18/12/2010

"Vida e Morte"

Senhor, eis aqui minha biografia, meu livro de vida...
É documentário, e confesso que é muito difícil escrever a
vida como vós quereis...
É difícil, Senhor, escrevê-la quando não se é escritor, quando nunca se aprendeu tal ofício.
Mas a vida não se aprende:
Toda vida é um romance novo, único no gênero, sempre obra de
primeira mão.
É difícil, Senhor, não poder copiá-lo, pois vós não aceitais
plágios.
É difícil, Senhor, não poder corrigi-la.
Dela não podemos arrancar páginas mal escritas, ou apagar
alguma coisa.
O que escrevi ficará sempre escrito.
O que eu posso é manifestar meu arrependimento, escrevendo páginas melhores.
É difícil, Senhor, seguir este ritmo da vida que me leva
inexoravelmente adiante...
Mas obrigado, Senhor, por retratar-me das páginas passadas
em cada nova página que escrevo.
É difícil, Senhor, ir virando as folhas, dia por dia, na angústia de não saber o dia da entrega do manuscrito...

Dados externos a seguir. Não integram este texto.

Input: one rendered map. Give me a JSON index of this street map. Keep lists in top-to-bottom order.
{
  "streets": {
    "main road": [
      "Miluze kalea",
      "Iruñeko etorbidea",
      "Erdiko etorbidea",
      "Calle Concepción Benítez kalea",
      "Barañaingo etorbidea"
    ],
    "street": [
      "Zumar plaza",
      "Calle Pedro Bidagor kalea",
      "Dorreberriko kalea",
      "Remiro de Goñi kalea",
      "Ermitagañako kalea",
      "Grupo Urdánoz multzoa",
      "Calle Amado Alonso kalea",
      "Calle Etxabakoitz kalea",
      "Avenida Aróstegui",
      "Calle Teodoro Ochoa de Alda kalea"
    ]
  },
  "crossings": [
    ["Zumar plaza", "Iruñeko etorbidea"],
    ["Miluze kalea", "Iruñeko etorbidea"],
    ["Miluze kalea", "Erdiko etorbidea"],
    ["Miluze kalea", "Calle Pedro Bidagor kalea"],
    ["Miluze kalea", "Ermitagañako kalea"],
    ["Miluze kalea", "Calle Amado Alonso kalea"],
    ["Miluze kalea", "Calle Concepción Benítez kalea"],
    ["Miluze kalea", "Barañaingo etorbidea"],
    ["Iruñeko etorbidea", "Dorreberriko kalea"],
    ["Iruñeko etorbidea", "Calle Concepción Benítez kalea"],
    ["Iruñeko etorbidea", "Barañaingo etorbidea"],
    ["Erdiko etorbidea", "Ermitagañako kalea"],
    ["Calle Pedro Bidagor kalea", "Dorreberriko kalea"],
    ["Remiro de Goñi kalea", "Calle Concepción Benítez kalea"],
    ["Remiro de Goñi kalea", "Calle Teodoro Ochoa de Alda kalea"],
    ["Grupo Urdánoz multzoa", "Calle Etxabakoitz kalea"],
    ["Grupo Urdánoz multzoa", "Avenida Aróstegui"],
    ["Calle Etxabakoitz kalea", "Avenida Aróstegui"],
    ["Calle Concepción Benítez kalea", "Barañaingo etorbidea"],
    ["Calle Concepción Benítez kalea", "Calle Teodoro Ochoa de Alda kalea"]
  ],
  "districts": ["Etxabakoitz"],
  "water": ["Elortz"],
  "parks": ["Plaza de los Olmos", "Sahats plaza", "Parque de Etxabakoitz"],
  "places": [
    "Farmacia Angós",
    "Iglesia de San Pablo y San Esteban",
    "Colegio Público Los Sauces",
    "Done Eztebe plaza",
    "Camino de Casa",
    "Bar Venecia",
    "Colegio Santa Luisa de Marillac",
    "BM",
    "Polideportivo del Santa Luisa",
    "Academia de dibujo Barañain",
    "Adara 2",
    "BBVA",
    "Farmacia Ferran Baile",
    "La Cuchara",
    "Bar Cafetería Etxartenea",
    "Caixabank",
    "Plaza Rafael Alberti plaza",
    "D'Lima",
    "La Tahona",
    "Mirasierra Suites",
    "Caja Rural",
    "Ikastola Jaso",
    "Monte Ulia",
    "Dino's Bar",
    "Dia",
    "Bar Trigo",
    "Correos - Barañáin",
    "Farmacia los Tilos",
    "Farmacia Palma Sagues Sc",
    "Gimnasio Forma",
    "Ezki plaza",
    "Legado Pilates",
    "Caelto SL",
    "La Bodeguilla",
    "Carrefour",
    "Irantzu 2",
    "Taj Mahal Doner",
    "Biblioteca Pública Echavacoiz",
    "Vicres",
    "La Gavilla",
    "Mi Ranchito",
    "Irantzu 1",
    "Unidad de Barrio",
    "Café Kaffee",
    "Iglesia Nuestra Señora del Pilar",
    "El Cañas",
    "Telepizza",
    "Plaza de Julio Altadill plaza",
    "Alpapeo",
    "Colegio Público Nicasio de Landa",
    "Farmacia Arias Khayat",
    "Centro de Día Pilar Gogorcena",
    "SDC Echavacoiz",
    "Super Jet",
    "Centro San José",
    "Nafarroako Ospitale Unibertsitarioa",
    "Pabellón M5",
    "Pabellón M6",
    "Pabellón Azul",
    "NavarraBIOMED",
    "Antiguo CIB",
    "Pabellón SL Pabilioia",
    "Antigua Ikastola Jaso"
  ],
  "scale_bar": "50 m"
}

Mas não seria, Senhor, mais angustioso ainda saber o dia e a
hora?
É difícil, Senhor, não sabermos quantas folhas em branco nos
restam para desenvolver satisfatoriamente o tema...
Um dia qualquer vós me tomareis a caneta das mãos e escrevereis debaixo do meu último rabisco:
Fim.
É difícil, Senhor, não poder reclamar, então:
"Ainda não terminei...", porque há sinfonias inacabadas que são obras primas e há existências longevas que nunca acertaram o tema.
Tive pena do tempo perdido...
Mas, Senhor, não tivestes minha vida, a cada instante, em vossas mãos?